Qui aurait cru qu’un jour, l’école puisse devenir le rêve ultime de nos enfants…
Depuis les années 1960, la tendance était plutôt de reprendre le refrain du « Sacré Charlemagne » lancé par la mutine France Gall.
Certes, on sait bien que ce n’est pas Charlemagne qui a eu « cette idée folle / un jour d’inventer l’école ». Que les premières traces d’enseignement ont été trouvées bien avant dans l’Egypte des Pharaons, en Inde et en Chine avant d’arriver chez les Romains et les Grecs durant l’Antiquité. Mais à un enseignement très élitiste, réservé aux enfants des familles les plus opulentes, le roi des Francs va œuvrer de façon significative, au IXème siècle, à l’élargissement de l’éducation, en créant des écoles dans toutes les paroisses pour permettre à tous les enfants, même les plus pauvres, d’apprendre à lire, écrire et compter. Et par la suite, la scolarisation deviendra obligatoire dans un certain nombre de pays.
Oui, autant elle est considérée comme nécessaire, autant l’école a souvent été perçue comme une corvée par un grand nombre. Jusqu’à la pandémie de Covid-19… Depuis bientôt deux ans maintenant, nos écoles et institutions scolaires sont largement restées fermées. Et clairement, l’urgence du jour est cette fois de les rouvrir. Une urgence répercutée à tous les niveaux, y compris par les élèves.

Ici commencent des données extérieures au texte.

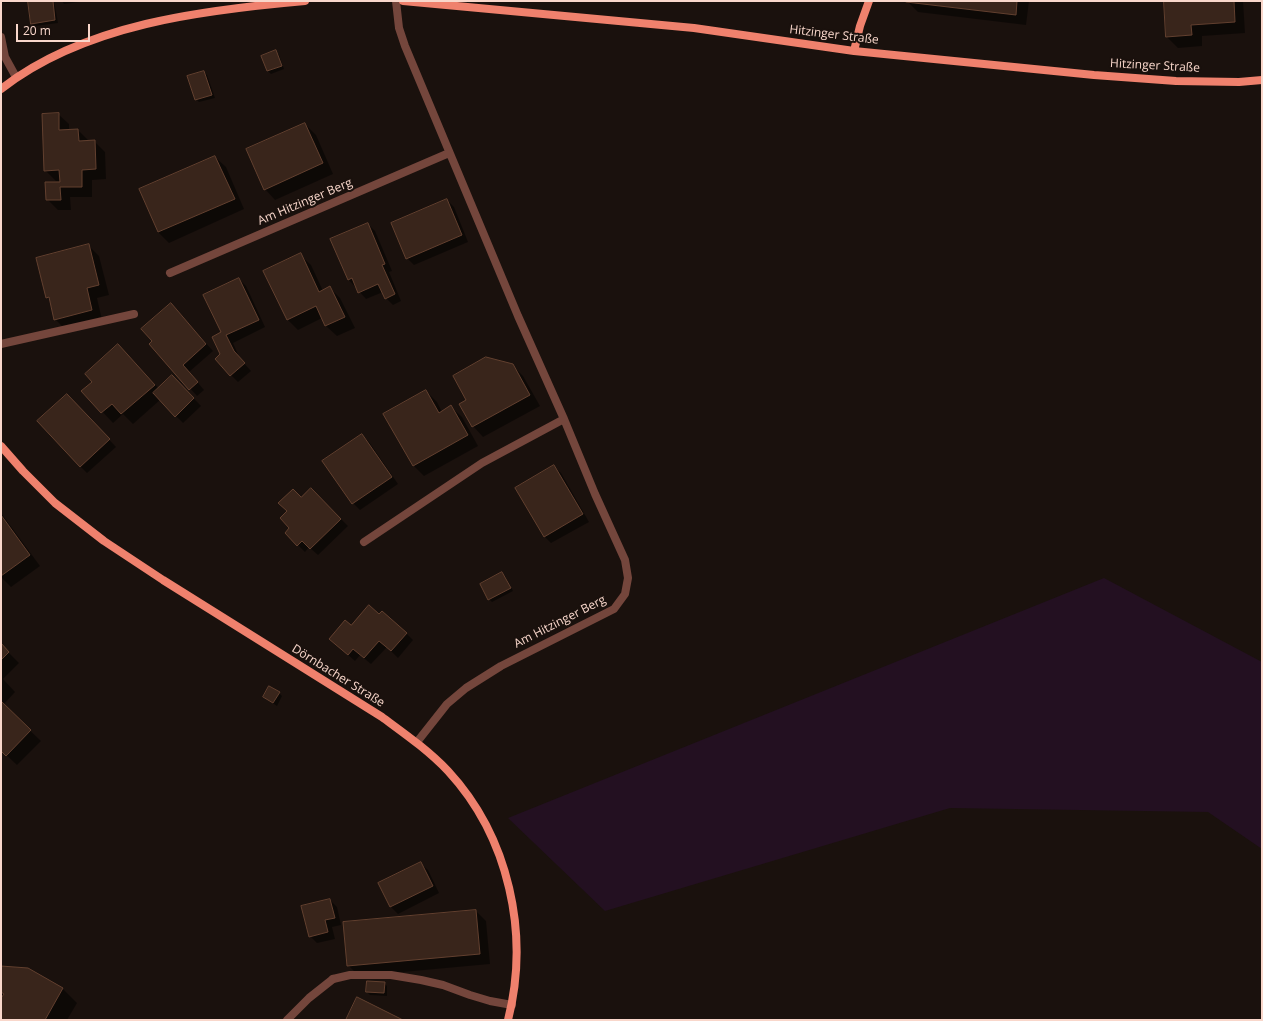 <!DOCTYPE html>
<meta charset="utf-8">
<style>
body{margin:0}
#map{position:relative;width:1263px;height:1021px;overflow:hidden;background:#1a110d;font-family:"Open Sans",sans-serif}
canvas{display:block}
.frame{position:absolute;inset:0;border:2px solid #f9d7cb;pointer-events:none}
.scale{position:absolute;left:16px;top:24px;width:74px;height:18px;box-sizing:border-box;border:2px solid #f9d7cb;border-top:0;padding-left:5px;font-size:12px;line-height:14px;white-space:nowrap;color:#f9d7cb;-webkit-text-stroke:3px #1a110d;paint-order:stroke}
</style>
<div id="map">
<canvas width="1263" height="1021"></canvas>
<div class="frame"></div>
<div class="scale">20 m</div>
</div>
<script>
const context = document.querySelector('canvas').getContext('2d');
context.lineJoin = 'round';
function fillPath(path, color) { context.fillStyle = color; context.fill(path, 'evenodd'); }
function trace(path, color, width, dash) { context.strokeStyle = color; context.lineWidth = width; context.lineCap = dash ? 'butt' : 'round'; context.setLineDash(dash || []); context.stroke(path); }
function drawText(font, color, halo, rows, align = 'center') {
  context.font = font + ' "Open Sans",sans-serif'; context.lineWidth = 4; context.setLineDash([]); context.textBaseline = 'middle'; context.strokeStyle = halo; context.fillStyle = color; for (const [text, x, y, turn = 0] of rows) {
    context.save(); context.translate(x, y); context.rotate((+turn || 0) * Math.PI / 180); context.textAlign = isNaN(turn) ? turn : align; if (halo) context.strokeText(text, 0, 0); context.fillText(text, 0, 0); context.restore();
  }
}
fillPath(new Path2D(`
 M1104,578L1262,662V849L1208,812L950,808L605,911L508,818Z`), '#231021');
fillPath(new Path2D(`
 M1,1H10V3H1Z
 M34,1H54L58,23L35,26L32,23Z
 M62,1H87L64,4Z
 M907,1H1029L1026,25L918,12Z
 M1165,1H1243L1245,33L1202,36V46L1178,48L1167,37Z
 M275,51L279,55L284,69L271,74L268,71L262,56Z
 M204,72L207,75L215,98L199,102L196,99Z
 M58,114L69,124V131L78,130L89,141H94L105,152L106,179L92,180V197H70L71,210H58L47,199L61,183V181H56L45,170Z
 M305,124L316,135L333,174L275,200L265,189Z
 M215,157L226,167L244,209L169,243L158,232L140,190Z
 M447,200L454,207L468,242L414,265L407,258Z
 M368,224L375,231L392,271L389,272L401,301L393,305L386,298L383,292L366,299L348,279Z
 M88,245L99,256L109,295L97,298L102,320L66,330L55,319L51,301L47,297Z
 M300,255L311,265L323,291L330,288L340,298L355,328L337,336L326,326L322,318L298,330L287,319Z
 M239,279L246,286L265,327L233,343L240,359L251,371L238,382L231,375L221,355L223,333Z
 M177,311L213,351L189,372L204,390L197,396L150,344Z
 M129,356L159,389L179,383L201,406L183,423L160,400L133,424L123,414L113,423L83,391Z
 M512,365L523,376L540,406L483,437L473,426Z
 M426,391L437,402L442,412L451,407L462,417L478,446L424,476L414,466L385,414Z
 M74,402L116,447L87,473L80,466Z
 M362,435L369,442L398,484L360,510L353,503L324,462Z
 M554,466L561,473L589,522L551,543L544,536Z
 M311,489L348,526L318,555L309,547L305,552L298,545L291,528L301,498Z
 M1,513L40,566L11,587L1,577Z
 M502,573L505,576L513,591L492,602L489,599Z
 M380,616L406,633L413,640L398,658L387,647L371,664L360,655L355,661L338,646Z
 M1,645L19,663L3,679L15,692L3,705L41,741L17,765L1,750Z
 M279,693L282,696L277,706L264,697Z
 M420,863L428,870L439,893L398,914L391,907L379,884Z
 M330,900L337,907L341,925L332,927L335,939L317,943L310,936Z
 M476,911L486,921L490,964L359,976L348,965Z
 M1,967L28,969L63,989L77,1003L67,1020H1V1000L3,997L1,996Z
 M384,983L387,986V996L370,995L367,992Z`), '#0007');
const building = new Path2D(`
 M28,1H53L55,20L31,24Z
 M906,1H1017L1016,15L906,2Z
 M1164,1H1234L1235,22L1191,25L1192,35L1166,37Z
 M276,50L282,66L267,71L261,56Z
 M204,71L212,95L195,100L187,76Z
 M59,113V130L78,129L79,141L95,140L96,169L82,170V187H60L61,200H46L45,182H60L59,170L44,171L42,114Z
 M305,123L323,163L264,190L246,149Z
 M215,156L235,199L158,232L139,189Z
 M447,199L462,235L406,259L391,223Z
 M368,223L385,264L382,265L395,294L385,299L378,284L358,293L352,278L348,280L330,239Z
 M89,244L99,285L87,288L92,310L54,320L49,297L46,298L36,258Z
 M301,253L319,292L330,286L345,317L325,326L316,306L287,320L263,271Z
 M239,278L259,320L226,335L234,351L245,363L230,376L215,359L220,354L212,337L221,332L203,295Z
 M171,303L206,344L183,365L198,382L189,390L149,344L152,341L141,329Z
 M118,344L155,385L121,414L112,404L101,413L81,391L92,382L85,374Z
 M486,357L513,364L530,395L472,427L459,404L466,400L453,376Z
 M172,375L194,398L175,417L153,393Z
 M426,390L439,413L451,405L468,435L413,466L383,414Z
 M67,394L110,439L80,467L37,421Z
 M362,434L392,477L352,504L322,461Z
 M554,465L583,514L544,537L515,488Z
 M311,488L341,519L310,549L302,541L297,546L285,533L289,528L280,518L287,511L278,503L293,489L301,497Z
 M1,515L30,555L1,576Z
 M502,572L511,588L488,600L480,584Z
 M369,605L379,614L382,611L407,633L391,651L379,641L364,658L353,649L348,655L329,639L345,620L351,625Z
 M1,643L9,652L1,660Z
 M269,686L280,692L273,703L263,697Z
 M1,701L31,730L6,756L1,751Z
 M421,862L433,886L390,907L378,883Z
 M330,899L335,918L325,920L328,932L309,937L301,906Z
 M476,910L480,954L347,966L343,922Z
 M1,966L28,968L63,988L45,1020H1V998L4,994L1,992Z
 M367,981L385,982L384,993L366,992Z
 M357,997L403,1020H346Z`);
fillPath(building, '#39251b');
trace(building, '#62402f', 1);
trace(new Path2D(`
 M1,37L5,57L16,77
 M333,979L350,975H391L421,980L443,985L470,995L490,1001L512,1005`), '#74463c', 8);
trace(new Path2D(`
 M396,1L399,28L405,46L518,316L564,419L595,494L625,560L628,578L625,594L614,609L501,666L466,688L447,704L417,742
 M170,273L449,153
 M1,344L134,314
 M364,542L482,463L564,419
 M287,1020L309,998L333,979`), '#74463c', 8);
trace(new Path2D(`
 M403,1L694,28L854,51L1094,75L1176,81L1239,82L1262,80
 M854,51L860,26L869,1
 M1,89C84,24 203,10 305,1
 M1,446L23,471L55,503L104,541L163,580L382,717C405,734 428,750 448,771C509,837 530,934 508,1020`), '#ef816d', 8);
drawText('12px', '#f9d7cb', '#1a110d', [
 ["Hitzinger Straße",834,35,7],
 ["Hitzinger Straße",1155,66,3],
 ["Am Hitzinger Berg",305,202,-23],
 ["Am Hitzinger Berg",560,622,-27],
 ["Dörnbacher Straße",338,676,32]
]);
</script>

Sur le plan mondial, l’UNICEF a posté cette semaine sur les réseaux une vidéo qui appelle très fortement à la réouverture. On peut y voir le jeune Selugo qui exprime sa joie d’être de retour à l’école dans un pays, l’Ouganda, qui a rouvert lundi dernier ses écoles après la plus longue fermeture totale enregistrée dans le monde. “We can – and must – reopen schools and keep them open for every child, everywhere”, insiste l’UNICEF.
Chez nous, plusieurs organismes sont venus, en ce début d’année, s’ajouter à la voix d’un certain nombre de parents que l’on entendait déjà depuis l’an dernier. Cela alors qu’approche, en février, la date de réouverture fixée pour seulement trois niveaux.
Sur la plateforme internationale Change.org, une pétition intitulée « Please Re-open our schools for the sake of our children » a ainsi été lancée par le Mauricien Nassir Ramtoola. Adressée au Premier ministre et à l’Ombudsperson for Children, cette pétition fait ressortir qu’alors même que les enfants peuvent aller dans les centres commerciaux, les food courts, les rassemblements familiaux, la seule chose qui leur reste paradoxalement fermée est l’école. Alors qu’elle leur est nécessaire.
De plus en plus de voix s’élèvent pour souligner à quel point l’enseignement en ligne ne fonctionne pas. Ainsi, l’Union of Private Secondary Education Employees (UPSEE), lors d’une conférence de presse ce mardi 11 janvier, a fait part de son inquiétude quant au secteur de l’éducation, estimant que le système est « ankor lor rodaz » et que le ministère de l’Education “n’a pas fait grand-chose” pour améliorer l’online teaching “ni pour l’étudiant ni pour les éducateurs”. Le syndicat des enseignants estime ainsi que “trop d’élèves ont été pénalisés” et qu’il sera impossible de faire un rattrapage, d’autant que la reprise de janvier se fait sous le signe de la “cacophonie”. Ce qui amène le syndicat à réclamer la mise en place d’une nouvelle année académique.
Certes, il y a toutes les conditions pratiques qui rendent cet enseignement inadéquat.
Il y a le manque de moyens et d’équipements dont souffrent certains enfants.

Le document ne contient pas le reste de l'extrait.